Health IT, Pharma, Startups

Business intelligence goes mobile for today’s pharma and medical device sales reps

We hear a lot about how big data has the potential to change the way […]

We hear a lot about how big data has the potential to change the way we deliver healthcare and enable care decisions that are grounded in evidence and care plans that are based on predictive analytics.

But data analysis plays a role on the business side of healthcare too and has for a long time. Companies like QlikView, Accenture, IMS and Trinity Pharma are using data to help drug and medical device companies make more informed decisions of their own. And this week, Trinity took that a step further by rolling out a mobile portal for its data analysis and reporting technology.

Life sciences companies already use the company’s platform to aggregate the sales performance and customer data they collect in one place, and look at it in a way that helps them better understand their market and identify business opportunities. Now, the mobile product, Agile M, gives sales reps, marketing teams and company executives access to those insights via their phones and tablets.
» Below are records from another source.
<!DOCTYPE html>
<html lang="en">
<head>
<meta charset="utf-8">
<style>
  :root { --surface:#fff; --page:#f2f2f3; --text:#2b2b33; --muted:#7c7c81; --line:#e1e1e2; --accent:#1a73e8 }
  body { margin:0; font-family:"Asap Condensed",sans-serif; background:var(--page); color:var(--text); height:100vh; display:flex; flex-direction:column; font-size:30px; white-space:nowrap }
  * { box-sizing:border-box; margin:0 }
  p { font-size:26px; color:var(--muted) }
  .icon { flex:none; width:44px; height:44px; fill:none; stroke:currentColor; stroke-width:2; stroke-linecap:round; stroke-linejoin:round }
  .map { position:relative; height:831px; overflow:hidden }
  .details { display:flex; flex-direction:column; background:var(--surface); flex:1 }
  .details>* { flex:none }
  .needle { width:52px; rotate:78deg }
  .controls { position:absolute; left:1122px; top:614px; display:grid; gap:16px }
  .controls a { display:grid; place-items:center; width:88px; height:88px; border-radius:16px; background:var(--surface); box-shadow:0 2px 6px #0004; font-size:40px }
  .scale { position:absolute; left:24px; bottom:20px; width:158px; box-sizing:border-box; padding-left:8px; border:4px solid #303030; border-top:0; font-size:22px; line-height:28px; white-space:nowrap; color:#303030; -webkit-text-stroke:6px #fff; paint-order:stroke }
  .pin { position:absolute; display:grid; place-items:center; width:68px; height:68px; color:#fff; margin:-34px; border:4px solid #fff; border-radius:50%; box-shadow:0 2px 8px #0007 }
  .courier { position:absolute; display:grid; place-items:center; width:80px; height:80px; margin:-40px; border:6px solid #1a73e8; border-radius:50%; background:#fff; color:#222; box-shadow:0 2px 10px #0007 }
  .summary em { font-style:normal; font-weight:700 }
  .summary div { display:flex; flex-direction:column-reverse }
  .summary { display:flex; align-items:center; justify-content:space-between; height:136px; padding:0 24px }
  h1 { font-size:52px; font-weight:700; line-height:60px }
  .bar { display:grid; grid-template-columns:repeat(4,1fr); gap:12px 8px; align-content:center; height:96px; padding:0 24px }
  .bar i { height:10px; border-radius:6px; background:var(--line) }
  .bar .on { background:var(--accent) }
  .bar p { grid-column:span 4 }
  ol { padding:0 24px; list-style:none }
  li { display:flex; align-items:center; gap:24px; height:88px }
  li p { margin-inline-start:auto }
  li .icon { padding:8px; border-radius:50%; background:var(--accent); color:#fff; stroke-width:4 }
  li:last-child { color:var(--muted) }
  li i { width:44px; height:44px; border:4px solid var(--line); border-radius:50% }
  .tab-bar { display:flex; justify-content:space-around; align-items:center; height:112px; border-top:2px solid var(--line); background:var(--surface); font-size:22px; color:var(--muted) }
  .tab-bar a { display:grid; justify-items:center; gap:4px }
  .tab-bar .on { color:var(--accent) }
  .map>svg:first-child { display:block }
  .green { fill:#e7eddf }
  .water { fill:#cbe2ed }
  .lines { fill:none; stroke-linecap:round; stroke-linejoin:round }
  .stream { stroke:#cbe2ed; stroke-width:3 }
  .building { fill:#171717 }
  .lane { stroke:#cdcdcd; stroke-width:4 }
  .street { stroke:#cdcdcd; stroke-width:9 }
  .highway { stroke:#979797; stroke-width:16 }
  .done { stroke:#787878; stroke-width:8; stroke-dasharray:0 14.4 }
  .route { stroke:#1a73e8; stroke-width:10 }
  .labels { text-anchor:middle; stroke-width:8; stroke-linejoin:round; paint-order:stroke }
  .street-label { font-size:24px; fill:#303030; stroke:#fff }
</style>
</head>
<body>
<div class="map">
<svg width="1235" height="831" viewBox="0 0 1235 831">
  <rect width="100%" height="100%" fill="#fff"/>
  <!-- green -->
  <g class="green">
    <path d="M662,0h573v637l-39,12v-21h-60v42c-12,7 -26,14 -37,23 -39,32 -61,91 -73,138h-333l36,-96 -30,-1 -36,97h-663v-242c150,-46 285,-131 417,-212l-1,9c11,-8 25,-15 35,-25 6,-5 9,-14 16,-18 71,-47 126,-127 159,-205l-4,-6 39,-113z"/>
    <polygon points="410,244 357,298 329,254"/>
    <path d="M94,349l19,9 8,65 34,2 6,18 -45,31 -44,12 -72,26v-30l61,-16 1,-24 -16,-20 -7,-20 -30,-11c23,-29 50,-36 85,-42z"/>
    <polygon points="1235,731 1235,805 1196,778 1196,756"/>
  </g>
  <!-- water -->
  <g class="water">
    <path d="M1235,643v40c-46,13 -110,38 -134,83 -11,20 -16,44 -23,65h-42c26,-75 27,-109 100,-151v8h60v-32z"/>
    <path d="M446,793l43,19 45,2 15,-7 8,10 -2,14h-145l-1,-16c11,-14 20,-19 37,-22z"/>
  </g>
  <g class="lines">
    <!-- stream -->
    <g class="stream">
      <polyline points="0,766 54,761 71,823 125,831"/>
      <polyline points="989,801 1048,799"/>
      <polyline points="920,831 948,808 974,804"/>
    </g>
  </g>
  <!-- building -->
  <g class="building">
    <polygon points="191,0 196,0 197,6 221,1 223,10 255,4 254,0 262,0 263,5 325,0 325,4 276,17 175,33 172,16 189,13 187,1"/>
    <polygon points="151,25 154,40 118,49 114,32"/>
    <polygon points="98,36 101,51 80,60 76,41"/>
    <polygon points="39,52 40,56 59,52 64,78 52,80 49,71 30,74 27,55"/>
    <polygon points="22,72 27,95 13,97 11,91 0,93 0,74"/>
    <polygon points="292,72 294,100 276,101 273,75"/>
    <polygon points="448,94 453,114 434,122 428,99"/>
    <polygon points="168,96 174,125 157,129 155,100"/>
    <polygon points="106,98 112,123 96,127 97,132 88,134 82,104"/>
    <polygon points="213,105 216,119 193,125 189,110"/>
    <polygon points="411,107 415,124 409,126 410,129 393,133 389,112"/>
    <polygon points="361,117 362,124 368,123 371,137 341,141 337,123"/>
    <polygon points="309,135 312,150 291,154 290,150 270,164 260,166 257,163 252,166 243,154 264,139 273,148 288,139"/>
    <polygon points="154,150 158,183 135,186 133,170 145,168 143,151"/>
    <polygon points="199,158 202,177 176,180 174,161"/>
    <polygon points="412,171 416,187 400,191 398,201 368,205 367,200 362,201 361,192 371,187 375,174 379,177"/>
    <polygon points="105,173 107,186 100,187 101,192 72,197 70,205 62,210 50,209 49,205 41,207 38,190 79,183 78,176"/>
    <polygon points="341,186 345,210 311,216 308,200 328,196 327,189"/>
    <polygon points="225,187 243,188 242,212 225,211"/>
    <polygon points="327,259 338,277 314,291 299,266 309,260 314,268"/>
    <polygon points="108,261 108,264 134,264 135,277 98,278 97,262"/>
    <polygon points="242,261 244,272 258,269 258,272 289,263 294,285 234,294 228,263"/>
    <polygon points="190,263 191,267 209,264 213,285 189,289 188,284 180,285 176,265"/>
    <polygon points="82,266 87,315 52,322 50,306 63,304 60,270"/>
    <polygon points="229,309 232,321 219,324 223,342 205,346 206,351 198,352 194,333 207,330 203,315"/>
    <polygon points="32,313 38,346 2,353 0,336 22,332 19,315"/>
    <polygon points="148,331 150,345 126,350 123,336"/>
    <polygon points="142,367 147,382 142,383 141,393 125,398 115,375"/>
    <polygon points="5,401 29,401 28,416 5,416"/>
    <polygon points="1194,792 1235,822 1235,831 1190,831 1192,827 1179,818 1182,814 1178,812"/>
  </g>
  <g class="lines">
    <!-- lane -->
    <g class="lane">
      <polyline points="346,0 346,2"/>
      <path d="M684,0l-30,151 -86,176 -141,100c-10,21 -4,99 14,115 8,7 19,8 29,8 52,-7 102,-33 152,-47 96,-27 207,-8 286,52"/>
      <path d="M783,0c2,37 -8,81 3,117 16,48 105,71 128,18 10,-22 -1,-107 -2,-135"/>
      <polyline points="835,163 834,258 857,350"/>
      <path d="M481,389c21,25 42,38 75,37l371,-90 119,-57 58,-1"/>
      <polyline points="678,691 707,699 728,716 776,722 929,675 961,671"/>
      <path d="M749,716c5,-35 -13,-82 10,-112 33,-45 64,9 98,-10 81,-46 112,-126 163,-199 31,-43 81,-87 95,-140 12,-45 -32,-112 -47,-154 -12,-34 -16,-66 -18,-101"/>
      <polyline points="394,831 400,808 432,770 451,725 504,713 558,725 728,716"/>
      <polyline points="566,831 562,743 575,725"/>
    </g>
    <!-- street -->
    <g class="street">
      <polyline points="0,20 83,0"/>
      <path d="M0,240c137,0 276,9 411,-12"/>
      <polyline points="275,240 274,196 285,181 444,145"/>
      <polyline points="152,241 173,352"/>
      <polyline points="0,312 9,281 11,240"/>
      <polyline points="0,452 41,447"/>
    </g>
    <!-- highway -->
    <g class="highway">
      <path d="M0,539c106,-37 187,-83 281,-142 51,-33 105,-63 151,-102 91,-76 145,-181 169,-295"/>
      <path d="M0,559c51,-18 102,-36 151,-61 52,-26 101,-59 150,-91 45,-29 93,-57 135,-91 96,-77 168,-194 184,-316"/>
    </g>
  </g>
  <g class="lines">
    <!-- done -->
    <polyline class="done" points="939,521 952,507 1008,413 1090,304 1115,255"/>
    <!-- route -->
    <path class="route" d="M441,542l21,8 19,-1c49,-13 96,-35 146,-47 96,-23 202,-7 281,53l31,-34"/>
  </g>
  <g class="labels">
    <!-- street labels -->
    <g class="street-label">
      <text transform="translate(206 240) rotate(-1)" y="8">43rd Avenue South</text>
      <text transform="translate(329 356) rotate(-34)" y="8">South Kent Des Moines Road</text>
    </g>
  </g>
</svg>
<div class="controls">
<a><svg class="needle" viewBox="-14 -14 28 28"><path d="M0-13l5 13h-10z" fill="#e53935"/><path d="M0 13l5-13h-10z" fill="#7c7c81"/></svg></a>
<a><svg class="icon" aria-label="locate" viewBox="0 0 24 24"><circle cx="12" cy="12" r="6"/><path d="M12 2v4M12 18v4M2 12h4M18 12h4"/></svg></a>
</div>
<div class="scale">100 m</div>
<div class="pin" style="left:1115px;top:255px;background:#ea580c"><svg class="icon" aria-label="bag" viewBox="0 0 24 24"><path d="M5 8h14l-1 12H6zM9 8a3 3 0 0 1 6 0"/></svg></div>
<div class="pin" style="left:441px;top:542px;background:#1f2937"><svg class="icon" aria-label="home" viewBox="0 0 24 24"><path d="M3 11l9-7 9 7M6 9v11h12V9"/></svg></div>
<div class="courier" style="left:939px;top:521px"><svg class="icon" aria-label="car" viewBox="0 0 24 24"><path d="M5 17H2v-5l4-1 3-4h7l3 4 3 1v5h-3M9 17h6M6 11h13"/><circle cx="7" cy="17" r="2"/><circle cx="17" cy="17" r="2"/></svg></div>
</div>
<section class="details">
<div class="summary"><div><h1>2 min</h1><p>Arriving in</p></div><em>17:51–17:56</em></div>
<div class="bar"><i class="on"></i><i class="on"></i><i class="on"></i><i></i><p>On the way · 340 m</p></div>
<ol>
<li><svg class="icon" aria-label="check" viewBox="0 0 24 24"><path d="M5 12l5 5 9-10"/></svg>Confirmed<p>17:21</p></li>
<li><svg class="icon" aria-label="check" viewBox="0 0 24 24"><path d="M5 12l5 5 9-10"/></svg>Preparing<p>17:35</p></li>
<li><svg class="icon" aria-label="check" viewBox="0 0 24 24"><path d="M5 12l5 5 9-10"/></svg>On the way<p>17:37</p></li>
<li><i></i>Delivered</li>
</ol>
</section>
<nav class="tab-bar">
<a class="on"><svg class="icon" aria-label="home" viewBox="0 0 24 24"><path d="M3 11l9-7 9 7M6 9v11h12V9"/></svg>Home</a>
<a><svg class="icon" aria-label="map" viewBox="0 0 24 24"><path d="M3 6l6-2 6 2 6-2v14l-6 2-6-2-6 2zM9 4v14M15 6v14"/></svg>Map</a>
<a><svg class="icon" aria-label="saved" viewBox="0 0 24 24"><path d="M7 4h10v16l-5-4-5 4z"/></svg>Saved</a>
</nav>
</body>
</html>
Zackary King, co-founder and senior vice president of Trinity, said it was a natural next step for the company. “From the business perspective, it’s necessary to add mobile as an option because of the way work flow is going,” he said. “Pharma has invested a huge amount of money into going mobile,” he added, and noted that about three-fourths of pharmaceutical sales reps today have iPads. Trinity says Agile M is the first mobile analytics platform made specifically for life sciences, although we count at least one other (IMS’ Mobile Insights).

A pharmaceutical sales representative, for example, might use the product to get a better idea of where and by whom a certain one of its drugs is being prescribed to better understand what kind of messaging it should be delivering to physicians, and which other physicians it should be targeting.
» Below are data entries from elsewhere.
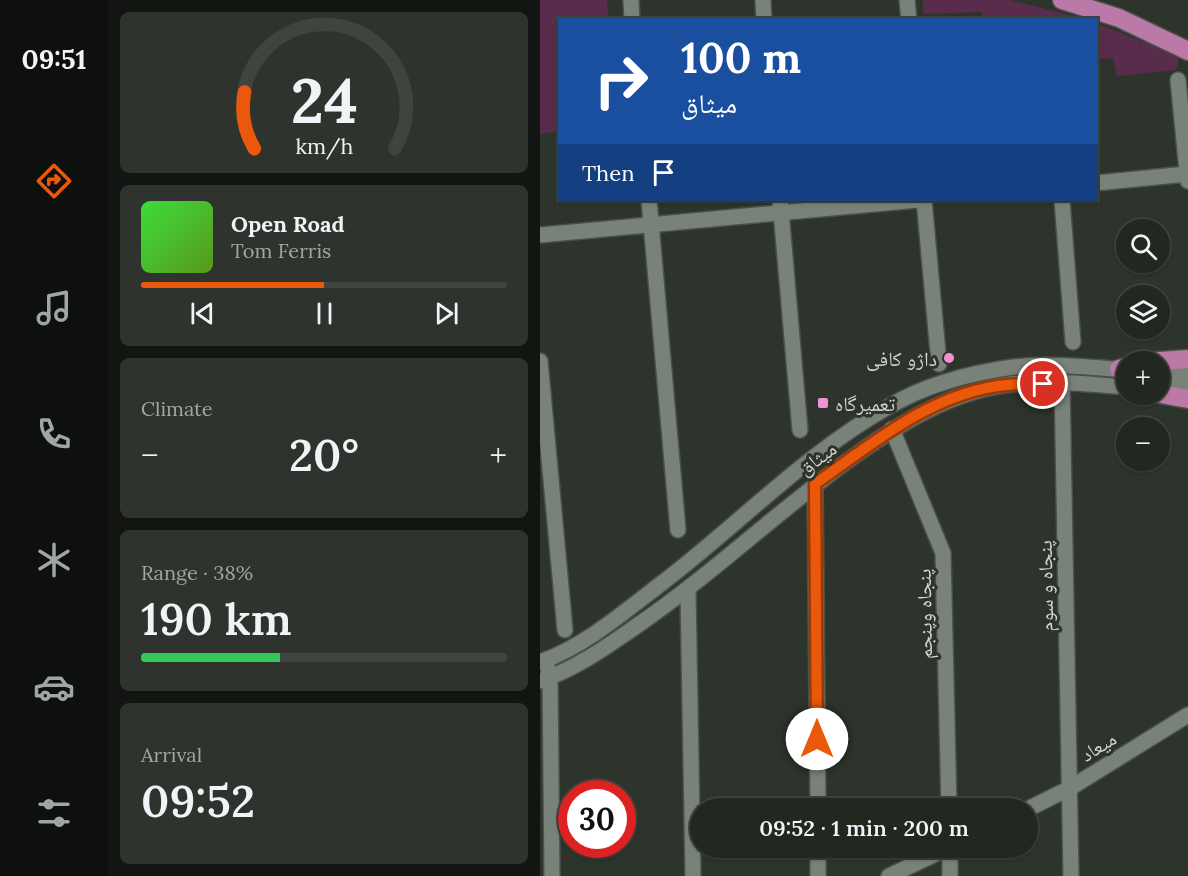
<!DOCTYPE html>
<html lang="en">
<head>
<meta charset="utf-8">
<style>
  body { margin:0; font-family:Lora,"Noto Naskh Arabic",serif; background:#2e332d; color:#f1f3f6; height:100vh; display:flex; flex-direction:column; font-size:22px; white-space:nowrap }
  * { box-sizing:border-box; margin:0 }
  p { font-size:20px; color:#a2a5a5 }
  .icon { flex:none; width:33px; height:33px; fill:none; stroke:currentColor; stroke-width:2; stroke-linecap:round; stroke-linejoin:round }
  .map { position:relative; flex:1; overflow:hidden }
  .sheet { display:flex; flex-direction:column; gap:12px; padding:12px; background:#131512; width:432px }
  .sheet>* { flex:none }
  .guide { position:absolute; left:18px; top:18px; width:540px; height:183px; border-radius:0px; box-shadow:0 2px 4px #0004,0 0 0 2px #3f443e; background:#1a4fa0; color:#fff; overflow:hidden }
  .tools { position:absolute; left:576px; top:219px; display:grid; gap:12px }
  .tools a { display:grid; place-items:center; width:54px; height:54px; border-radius:50%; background:#222720; box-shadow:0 2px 4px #0004,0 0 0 2px #3f443e; font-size:30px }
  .speed { position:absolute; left:18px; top:780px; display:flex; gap:12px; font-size:30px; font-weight:700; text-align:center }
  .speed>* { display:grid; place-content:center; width:78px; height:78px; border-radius:50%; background:#222720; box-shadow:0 2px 4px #0004,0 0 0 2px #3f443e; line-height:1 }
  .speed .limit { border:9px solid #d22; background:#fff; color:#111 }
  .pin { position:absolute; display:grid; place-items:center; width:51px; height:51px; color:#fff; margin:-26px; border:3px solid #fff; border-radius:50%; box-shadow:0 2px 6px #0007 }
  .me { position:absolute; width:66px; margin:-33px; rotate:0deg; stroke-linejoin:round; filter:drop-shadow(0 0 4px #0008) }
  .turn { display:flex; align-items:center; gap:21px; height:126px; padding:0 24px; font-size:27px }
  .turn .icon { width:78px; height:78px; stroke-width:2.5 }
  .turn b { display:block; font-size:42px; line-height:51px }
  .then { display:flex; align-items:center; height:57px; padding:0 24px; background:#0003; gap:12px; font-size:22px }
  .big { font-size:45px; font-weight:600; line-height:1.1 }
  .sheet .tile { flex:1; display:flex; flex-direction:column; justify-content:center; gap:9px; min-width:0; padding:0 21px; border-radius:9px; background:#2e332d }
  .sheet .dial { align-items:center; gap:0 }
  .dial svg { height:156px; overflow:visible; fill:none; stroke:#3f443e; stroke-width:7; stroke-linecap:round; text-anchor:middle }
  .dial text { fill:#f1f3f6; stroke:none }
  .song { display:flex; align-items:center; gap:18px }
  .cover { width:72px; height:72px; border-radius:9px; background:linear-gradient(135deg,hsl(120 70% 55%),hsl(90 70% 35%)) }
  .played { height:6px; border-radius:3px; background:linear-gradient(90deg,#ea580c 50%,#3f443e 50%) }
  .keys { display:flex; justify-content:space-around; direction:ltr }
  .heat { display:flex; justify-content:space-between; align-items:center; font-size:33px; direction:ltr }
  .charge { height:9px; border-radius:4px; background:linear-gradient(90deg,#34c759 38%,#3f443e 0) }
  .trip { position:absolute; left:150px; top:798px; width:348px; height:60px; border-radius:30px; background:#222720; box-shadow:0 2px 4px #0004,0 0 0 2px #3f443e; font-weight:600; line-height:60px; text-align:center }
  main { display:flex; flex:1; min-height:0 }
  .tabs { display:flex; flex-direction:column; width:108px; justify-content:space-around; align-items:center; background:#0e100d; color:#a2a5a5 }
  .tabs .icon { width:42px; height:42px }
  .tabs .selected { color:#ea580c }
  .tabs b { font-size:27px; color:#f1f3f6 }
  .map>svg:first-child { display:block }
  .green { fill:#592c4c }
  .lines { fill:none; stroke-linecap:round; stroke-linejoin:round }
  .minor-casing { stroke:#4a5049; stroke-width:18 }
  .highway-casing { stroke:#4a5049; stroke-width:21 }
  .minor { stroke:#798278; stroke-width:15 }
  .highway { stroke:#bb79a7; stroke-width:18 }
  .route-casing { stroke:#983908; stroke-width:15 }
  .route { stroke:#ea580c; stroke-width:10 }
  .poi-dot { fill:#f391d6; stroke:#2d342b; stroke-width:2 }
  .labels { text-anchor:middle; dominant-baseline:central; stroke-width:6; stroke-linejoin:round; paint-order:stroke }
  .poi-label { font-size:20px; fill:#d1d6d0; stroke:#2d342b; text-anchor:end }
  .street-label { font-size:20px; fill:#d1d6d0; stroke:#2d342b }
</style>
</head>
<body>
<main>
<nav class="tabs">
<b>09:51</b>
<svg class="icon selected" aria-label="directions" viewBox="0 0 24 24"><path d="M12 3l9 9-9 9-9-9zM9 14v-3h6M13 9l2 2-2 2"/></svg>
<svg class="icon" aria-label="music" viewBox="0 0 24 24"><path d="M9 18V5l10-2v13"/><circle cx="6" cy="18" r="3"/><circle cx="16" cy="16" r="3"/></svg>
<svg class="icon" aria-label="phone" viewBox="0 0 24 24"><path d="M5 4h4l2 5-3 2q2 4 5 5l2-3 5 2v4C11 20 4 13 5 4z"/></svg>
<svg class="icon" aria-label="climate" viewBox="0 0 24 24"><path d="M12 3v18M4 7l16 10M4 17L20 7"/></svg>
<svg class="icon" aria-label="car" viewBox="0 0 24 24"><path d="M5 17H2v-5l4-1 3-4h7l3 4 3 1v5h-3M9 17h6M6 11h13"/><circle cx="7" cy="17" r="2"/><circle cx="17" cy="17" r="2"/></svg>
<svg class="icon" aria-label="filters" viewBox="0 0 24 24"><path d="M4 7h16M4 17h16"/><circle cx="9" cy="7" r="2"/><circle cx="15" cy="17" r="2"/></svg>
</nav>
<section class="sheet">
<div class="tile dial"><svg viewBox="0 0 100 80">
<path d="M14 69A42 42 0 1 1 86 69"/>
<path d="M14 69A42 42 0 0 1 9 40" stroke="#ea580c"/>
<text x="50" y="56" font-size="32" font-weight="700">24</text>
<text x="50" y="72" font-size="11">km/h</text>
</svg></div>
<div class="tile">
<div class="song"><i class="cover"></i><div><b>Open Road</b><p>Tom Ferris</p></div></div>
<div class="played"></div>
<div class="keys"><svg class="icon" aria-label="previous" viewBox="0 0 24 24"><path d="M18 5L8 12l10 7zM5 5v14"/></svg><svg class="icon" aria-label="pause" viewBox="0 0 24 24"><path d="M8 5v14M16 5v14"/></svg><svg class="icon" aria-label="next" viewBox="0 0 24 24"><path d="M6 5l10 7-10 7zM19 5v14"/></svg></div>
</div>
<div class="tile"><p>Climate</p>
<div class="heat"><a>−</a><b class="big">20°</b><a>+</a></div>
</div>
<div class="tile"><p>Range · 38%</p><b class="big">190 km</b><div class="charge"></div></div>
<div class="tile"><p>Arrival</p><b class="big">09:52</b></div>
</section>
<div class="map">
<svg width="648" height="876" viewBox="0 0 648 876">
  <rect width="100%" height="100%" fill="#2d342b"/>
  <!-- green -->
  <g class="green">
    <path d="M0,0h67l2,19 -49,1 -1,111 -19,3z"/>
    <path d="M383,0h87l75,19h-102l-2,-7 -58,2z"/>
    <path d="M556,23l83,33 -2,14 -60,6 -4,-18 -16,1z"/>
  </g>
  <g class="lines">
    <!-- minor casing -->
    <g class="minor-casing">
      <g id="minor">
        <path d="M91,0l1,20"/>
        <path d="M223,0l1,20"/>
        <path d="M367,0l2,20"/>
        <path d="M638,80l10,101"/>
        <path d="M556,183l91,-9"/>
        <path d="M109,200l29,330"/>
        <path d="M240,200l20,230"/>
        <path d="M384,200l15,164"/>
        <path d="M522,200l11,142"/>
        <path d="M0,235l378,-35"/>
        <path d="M0,361l25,269"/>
        <path d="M620,372l28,-1"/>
        <path d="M522,383l9,493"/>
        <path d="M620,386l28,-1"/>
        <path d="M352,429l51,124 6,255"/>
        <path d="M275,484l3,324"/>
        <path d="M148,591l5,285"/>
        <path d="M0,662c45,-16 84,-50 122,-79 75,-57 144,-130 226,-176 37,-22 82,-34 125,-40 36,-4 77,0 113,3"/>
        <path d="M8,669l2,8 2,199"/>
        <path d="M0,681c37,-13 66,-34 98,-56 77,-53 143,-117 219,-171 44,-31 92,-61 147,-69 40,-6 82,-1 122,2"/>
        <path d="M488,809l42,-21 118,-73"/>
        <path d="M278,848v28"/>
        <path d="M349,876l59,-28"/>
        <path d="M410,876v-28"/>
      </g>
    </g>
    <!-- highway casing -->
    <g class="highway-casing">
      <g id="highway">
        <path d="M522,0l57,18 69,33"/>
        <path d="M605,362l43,-3"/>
        <path d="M579,369l7,-2"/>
        <path d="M620,394l28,5"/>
      </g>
    </g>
    <!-- minor -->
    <use href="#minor" class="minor"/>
    <!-- highway -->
    <use href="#highway" class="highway"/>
  </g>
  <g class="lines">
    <!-- route casing -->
    <g class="route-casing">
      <path id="route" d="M277,739l-2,-255c57,-40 118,-92 191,-99 12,-1 25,-1 37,-1"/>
    </g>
    <!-- route -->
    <use href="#route" class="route"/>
  </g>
  <!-- markers -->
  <g class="poi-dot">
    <circle cx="409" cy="358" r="6"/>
    <rect x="277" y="397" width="12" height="12" rx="3"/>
  </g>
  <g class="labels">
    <!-- poi labels -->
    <g class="poi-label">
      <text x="397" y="358">داژو کافی</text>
      <text x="295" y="403" text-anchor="start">تعمیرگاه</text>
    </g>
    <!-- street labels -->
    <g class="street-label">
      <text transform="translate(277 458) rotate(-36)">میثاق</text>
      <text transform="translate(505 586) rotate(-91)">پنجاه و سوم</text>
      <text transform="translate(384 614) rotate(-91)">پنجاه وپنجم</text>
      <text transform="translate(558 746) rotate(-32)">میعاد</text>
    </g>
  </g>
</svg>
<div class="tools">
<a><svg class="icon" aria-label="search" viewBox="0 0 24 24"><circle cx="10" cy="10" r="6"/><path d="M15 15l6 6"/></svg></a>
<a><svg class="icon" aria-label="layers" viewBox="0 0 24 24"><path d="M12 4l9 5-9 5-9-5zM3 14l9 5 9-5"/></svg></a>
<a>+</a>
<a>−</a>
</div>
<div class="speed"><div class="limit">30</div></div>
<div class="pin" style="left:503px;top:384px;background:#d93025"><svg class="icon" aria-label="arrive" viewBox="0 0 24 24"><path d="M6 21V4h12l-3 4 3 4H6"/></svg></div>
<svg class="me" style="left:277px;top:739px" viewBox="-20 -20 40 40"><circle r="19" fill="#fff"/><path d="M0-13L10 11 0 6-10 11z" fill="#ea580c"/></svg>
<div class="trip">09:52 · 1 min · 200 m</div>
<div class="guide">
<div class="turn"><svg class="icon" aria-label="right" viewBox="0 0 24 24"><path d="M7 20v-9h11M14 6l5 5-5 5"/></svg><div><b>100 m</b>میثاق</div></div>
<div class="then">Then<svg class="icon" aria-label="arrive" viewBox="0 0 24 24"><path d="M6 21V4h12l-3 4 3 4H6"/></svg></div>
</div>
</div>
</main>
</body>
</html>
In order for that data to be useful, though, it must be presented in an intuitive way. “In typical analytics, you see numbers and bar graphs and pie graphs, but we’ve applied a Q&A type of logic to the analytics,” King said, to help companies answer questions about how they’re performing and who their customers are.

The ultimate goal, of course, is for companies to be able to make more informed business decisions at conferences, during meetings, or wherever they might be.

Waltham, Massachusetts-based Trinity is a spinoff of life sciences consulting firm Trinity Partners.